Adding to the worries are emergency measures Mursi introduced to quell unrest in three Suez Canal provinces. Those powers include giving the military the right to arrest civilians. The government is currently working on a draft law that would limit protests and give the police authority to use force to break up demonstrations, the state-run Ahram Online reported today.
Mursi, after meeting with top police officials today, SAID that those who sow “destruction” will be punished under the law, while stressing the right to peaceful protest and freedom of expression, Ahram Online reported.
Hamada Saber’s beating at the hands of police, shown on a video aired on the Arabic al-Hayat satellite channel, came amid violence last week in which opposition parties and activists say police opened fire on protesters in Port Said.
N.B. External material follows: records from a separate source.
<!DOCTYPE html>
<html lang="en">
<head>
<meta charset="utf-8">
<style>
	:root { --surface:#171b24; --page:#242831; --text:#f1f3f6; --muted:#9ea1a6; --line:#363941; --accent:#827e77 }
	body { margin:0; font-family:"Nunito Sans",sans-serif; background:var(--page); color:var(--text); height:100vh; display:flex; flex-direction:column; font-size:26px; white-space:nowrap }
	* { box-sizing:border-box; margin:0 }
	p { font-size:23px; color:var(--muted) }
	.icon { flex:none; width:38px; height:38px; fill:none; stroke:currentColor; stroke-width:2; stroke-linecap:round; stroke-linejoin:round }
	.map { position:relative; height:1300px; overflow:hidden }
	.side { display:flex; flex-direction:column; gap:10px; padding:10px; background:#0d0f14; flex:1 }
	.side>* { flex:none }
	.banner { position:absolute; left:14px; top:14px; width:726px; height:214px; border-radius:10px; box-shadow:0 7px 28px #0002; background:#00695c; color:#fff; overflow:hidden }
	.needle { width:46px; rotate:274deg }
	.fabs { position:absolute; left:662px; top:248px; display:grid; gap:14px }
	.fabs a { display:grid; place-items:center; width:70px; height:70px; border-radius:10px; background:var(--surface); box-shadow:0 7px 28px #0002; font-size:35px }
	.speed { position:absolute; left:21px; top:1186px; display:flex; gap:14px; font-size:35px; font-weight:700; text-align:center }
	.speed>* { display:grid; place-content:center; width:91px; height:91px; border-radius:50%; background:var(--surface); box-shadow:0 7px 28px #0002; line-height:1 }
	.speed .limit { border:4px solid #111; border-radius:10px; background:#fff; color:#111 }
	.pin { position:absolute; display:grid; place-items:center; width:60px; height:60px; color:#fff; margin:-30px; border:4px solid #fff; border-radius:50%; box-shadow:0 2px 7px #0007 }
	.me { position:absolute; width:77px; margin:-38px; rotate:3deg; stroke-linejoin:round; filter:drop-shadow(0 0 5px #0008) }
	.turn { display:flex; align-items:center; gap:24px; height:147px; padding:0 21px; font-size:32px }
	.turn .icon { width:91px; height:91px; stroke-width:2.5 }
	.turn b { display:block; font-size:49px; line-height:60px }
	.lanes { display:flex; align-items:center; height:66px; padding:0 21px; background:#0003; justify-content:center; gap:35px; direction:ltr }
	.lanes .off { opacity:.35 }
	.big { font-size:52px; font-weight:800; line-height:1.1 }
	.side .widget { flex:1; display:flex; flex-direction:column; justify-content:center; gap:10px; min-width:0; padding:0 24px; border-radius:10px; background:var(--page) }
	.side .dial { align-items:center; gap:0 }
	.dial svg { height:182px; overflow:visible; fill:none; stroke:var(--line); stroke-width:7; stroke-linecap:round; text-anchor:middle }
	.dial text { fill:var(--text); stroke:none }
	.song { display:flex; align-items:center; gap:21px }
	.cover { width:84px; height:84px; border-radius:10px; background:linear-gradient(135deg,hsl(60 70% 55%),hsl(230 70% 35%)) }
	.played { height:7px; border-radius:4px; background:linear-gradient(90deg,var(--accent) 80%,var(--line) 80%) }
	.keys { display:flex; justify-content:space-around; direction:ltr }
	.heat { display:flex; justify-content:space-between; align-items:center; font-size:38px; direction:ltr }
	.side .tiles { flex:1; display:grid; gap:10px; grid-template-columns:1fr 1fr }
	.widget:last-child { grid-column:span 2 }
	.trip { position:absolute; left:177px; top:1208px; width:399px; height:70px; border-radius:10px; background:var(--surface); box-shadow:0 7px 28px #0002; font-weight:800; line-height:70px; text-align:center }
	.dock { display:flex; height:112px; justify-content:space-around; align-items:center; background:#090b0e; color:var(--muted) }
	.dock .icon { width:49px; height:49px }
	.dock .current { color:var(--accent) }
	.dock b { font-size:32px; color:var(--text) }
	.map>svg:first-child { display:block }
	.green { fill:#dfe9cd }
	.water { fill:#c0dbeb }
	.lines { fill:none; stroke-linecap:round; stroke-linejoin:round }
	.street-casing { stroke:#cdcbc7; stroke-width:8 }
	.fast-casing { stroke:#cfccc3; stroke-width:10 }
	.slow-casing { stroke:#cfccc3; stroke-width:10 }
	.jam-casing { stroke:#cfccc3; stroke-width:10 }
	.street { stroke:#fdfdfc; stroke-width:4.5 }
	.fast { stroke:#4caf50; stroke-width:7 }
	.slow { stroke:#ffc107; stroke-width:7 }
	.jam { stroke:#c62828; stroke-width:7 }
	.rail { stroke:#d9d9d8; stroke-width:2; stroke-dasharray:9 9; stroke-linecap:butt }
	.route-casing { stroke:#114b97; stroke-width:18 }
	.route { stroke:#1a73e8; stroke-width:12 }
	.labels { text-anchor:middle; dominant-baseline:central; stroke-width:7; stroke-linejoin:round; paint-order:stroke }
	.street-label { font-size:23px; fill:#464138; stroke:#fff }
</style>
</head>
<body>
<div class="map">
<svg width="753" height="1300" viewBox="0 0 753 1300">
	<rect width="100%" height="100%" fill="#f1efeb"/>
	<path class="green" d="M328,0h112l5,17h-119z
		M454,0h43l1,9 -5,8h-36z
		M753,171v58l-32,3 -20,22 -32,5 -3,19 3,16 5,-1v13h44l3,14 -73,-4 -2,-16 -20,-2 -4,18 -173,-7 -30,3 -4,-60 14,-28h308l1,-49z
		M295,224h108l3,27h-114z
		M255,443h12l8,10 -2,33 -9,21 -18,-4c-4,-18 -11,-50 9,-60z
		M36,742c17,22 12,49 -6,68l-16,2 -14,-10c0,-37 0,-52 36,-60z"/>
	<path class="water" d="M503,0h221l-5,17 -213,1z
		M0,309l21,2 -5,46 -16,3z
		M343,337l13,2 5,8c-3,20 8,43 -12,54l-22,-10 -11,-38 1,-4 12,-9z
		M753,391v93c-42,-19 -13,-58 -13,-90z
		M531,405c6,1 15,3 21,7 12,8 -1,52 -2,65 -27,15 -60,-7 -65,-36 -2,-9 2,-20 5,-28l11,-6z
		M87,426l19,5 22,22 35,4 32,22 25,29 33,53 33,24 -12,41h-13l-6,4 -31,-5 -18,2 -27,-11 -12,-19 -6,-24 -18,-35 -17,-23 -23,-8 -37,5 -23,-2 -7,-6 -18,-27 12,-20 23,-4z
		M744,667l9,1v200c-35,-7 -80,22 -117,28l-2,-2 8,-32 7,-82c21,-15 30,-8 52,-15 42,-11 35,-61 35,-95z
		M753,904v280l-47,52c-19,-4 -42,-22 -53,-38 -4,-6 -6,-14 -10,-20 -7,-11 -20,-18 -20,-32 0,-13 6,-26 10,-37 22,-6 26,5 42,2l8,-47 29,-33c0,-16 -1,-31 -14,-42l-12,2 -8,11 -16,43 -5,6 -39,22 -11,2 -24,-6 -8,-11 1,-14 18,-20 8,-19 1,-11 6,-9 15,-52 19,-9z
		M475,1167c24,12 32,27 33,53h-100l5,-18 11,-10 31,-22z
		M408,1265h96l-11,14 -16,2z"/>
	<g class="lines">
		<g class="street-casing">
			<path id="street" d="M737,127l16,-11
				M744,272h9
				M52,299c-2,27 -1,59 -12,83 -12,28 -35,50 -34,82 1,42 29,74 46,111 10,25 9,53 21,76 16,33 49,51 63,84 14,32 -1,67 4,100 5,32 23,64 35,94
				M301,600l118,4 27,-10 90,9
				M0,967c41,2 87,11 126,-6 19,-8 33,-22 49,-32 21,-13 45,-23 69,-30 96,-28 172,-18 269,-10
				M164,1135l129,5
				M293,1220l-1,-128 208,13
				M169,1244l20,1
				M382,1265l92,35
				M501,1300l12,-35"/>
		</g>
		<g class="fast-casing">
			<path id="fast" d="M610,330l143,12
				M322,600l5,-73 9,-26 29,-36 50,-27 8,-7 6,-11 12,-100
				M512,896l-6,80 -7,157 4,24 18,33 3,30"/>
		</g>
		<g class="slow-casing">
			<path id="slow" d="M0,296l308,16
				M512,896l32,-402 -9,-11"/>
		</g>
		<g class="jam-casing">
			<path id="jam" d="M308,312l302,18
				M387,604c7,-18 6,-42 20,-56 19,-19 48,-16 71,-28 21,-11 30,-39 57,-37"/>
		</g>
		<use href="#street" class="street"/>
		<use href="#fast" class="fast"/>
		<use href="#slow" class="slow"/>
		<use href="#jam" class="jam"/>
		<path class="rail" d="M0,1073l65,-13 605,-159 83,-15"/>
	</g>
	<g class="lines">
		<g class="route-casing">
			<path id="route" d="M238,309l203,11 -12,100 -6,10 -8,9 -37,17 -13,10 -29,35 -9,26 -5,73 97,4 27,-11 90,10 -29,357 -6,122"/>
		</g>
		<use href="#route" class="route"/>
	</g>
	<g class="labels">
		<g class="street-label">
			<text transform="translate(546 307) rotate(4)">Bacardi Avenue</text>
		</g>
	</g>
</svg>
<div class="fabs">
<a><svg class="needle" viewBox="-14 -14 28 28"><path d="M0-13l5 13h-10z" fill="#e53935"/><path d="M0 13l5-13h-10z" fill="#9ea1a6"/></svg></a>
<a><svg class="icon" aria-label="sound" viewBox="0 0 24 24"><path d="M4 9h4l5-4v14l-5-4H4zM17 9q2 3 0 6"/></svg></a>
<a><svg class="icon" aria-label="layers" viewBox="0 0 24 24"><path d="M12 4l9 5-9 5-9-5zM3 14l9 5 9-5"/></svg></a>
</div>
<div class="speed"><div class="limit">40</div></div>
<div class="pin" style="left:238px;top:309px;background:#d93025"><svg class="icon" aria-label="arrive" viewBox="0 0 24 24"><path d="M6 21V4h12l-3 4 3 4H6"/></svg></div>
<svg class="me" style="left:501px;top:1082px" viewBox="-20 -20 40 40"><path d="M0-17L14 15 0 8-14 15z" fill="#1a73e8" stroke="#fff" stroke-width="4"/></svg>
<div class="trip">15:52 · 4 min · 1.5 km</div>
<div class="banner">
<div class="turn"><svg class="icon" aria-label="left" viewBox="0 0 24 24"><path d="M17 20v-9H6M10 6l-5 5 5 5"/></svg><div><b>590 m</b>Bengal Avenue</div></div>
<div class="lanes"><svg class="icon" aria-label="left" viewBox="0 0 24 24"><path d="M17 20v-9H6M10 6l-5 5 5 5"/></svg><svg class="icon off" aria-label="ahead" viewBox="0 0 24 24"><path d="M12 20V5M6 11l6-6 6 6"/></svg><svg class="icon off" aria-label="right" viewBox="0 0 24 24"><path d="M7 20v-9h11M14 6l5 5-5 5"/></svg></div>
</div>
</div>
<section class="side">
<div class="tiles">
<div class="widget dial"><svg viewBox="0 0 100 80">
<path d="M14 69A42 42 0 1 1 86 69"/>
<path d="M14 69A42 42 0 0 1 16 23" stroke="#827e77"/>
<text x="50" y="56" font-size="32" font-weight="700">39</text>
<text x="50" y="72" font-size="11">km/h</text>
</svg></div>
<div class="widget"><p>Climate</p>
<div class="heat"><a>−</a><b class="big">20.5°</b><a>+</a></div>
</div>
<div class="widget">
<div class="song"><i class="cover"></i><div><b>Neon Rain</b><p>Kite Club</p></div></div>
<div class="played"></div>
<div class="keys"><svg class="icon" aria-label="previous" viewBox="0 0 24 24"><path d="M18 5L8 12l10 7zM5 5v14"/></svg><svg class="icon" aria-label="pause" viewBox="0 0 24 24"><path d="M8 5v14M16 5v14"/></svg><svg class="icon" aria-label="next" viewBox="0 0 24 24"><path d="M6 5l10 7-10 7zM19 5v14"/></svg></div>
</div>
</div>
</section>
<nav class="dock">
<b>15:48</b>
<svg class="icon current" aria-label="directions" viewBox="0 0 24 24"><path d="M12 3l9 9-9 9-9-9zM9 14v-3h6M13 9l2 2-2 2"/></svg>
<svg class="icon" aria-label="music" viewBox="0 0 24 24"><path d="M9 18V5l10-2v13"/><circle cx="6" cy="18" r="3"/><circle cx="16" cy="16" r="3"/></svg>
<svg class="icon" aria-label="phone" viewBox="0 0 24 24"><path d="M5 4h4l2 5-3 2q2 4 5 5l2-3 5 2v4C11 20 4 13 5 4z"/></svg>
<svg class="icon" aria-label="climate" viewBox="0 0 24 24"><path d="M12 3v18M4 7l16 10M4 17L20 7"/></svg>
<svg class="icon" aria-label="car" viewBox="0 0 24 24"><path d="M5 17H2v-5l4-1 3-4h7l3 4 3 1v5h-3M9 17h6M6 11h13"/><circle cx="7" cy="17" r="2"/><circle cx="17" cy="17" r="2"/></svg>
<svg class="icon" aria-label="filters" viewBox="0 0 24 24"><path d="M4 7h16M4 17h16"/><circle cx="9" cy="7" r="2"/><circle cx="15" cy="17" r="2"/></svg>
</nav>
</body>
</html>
In a twist Saber’s family described as the result of police coercion, he appeared on state television and other Arabic channels saying the security forces were trying to save him from protesters.
Subsequently, Saber told prosecutors that it was security forces outside the presidential palace that had beat him up and stripped him of his clothes, retracting his earlier statements, the state-run Middle East News Agency reported yesterday. He said he made his earlier comments “to contain the case,” and not because he was pressured by police, MENA reported.
The presidency condemned the attack in a statement, while also blaming opposition groups for calling for protests by the palace a day after they and the Brotherhood had signed a deal renouncing violence.
Interior Minister Mohamed Ibrahim said the results of the investigation would be reviewed by him personally. The ministry described the incident as an “individual” act that did not reflect on the ethos of the force. Egypt, Ibrahim said, was at risk of becoming a nation of militias if the police force collapsed.
The comments built on warnings by Mursi’s defense minister last week about the “collapse of the state” if the current violence and political fighting continue.
Already, the nation has seen the rise of fringe groups. On one side is the so-called Black Bloc -- masked activists set against the Brotherhood -- while on the other are self-professed Muslim militias warning of what they say are attempts by the country’s Coptic Christian minority to declare a separate state.
Rights groups argue that Mursi, elected on a platform of “social justice,” has drawn on the rise in lawlessness to curtail rights even as he pledges to uphold them. In his first 100 days, 34 people were killed and 88 tortured by authorities, the Nadeem Centre for Rehabilitation of Torture Victims said in a November report.
An activist with the Popular Current party died from injuries sustained in an assault, the Health Ministry said in a statement carried on the state-run Middle East News Agency today. He had been found in a hospital in serious condition after disappearing from near Tahrir Square on Jan. 28 and had been tortured for three days, the party said on its Facebook page. A funeral march through Tahrir for two activists killed was held today.
The presidency is seeking an investigation into the death of Mohamed el-Gendy, MENA reported today. Speaking at a televised press conference, Prime Minister Hisham Qandil said there would be “no return to repression” and said his administration didn’t condone the killing of its people.
“This is not the preference of the government or the head of government or the president of the republic,” he said. “This is the right of the Egyptian people whose sons sacrificed their lives and souls” in the uprising against Mubarak.